The San Francisco startup receives praise for its simple method of acquiring and selling bitcoins, a digital currency, via one’s U.S. bank account. In fact, Coinbase, founded in June 2012, is now selling over $1 million worth of bitcoins per month. The firm apparently ran out of inventory last week.
Then, it hit me. This is just like buying bitcoins from your bank – or from the Internal Revenue Service. If a bank offered a bitcoin purchasing option from its website, it would look like Coinbase. If Coinbase cut them in on the commission, it could probably white-label the service directly to banks.
Nothing wrong with that, but it means Coinbase fails to leverage the unique financial privacy aspects of the Bitcoin network. I do not fault founder and CEO Brian Armstrong, because he’s launched a much-needed Bitcoin service at a critical point in the digital money's evolution. Here's the rub: to address the fraud and compliance issues around the irreversible sale of a privacy product, Coinbase has simply removed the privacy.
Currently, Coinbase provides its exchange service in the U.S. only and it offers two methods for linking a bank account, “instant account verification” and “challenge deposit verification.” For those who are uncomfortable providing their private online banking usernames and passwords to Coinbase, the alternate method offers a typical challenge deposit process similar to linking a bank account to PayPal. (In challenge verification, a company makes two small deposits to the user’s account, and the user proves she is the accountholder by entering those amounts into the company’s site.) Coinbase does not allow for other less-intrusive payment methods, such as a cash deposit at a bank branch, via an intermediary like TrustCash, or cash bill payment at a retail location, through a network like ZipZap.
Coinbase is not licensed as a money transmitter in any state, nor is it registered as a money services business with the U.S. Treasury’s Financial Crimes Enforcement Network. I applaud the company for dispensing with these formalities because, since it is only selling a cryptographic token and not a financial instrument, such registration and licensure is not legally required.

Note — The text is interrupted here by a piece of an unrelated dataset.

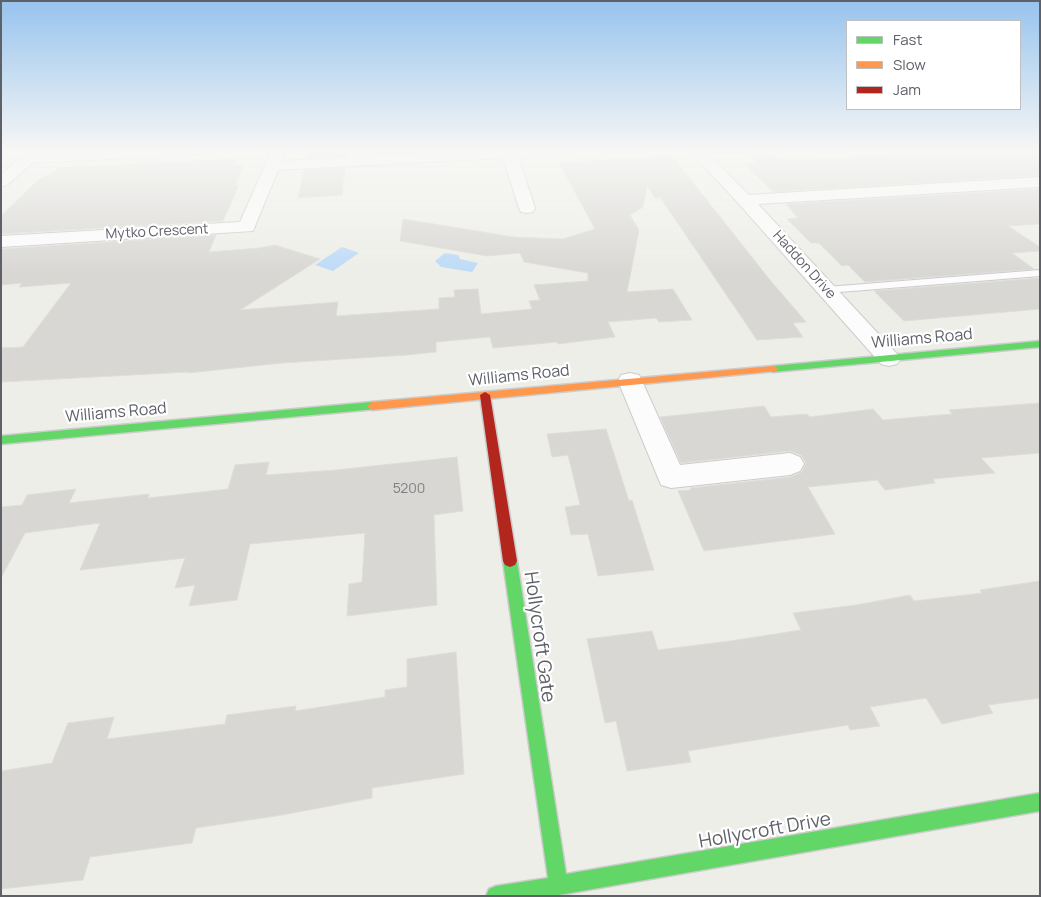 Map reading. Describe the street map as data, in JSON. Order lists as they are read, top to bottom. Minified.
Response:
{"streets":{"street":["Mytko Crescent","Haddon Drive","Williams Road","Hollycroft Gate","Hollycroft Drive"]},"crossings":[["Haddon Drive","Williams Road"],["Williams Road","Hollycroft Gate"],["Hollycroft Gate","Hollycroft Drive"]],"house_numbers":["5200"],"legend":["Fast","Slow","Jam"]}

The company says it has an anti-money laundering program, but it was not listed on their web site, and again, it is not a legal requirement for this business. Besides, the majority of what constitutes an AML program is already covered via Coinbase's strong relationship to the user's financial institution, with one of the exceptions being the identification of aggregated transactions from multiple bank accounts. But even this would be easy enough for Coinbase to determine based on the additional user data collected.
Furthermore, there is no indication that Coinbase deletes the internal bitcoin wallet transfer logs or the associated bitcoin address logs. With more observable data points, the privacy of all bitcoin transactions can become cumulatively degraded.
By criticizing the collection of personal information for the purchase of bitcoin, a harmless cryptography product, I am not simply "letting the perfect being the enemy of the good." Caution is strongly advised when dealing with Coinbase. The potential exists for enhanced surveillance and network traffic analysis enabled by the supreme identity management that comes built-in with Coinbase. For instance, it would not be advisable to play Bitcoin casino games or poker with Coinbase-acquired bitcoins that weren't properly "mixed."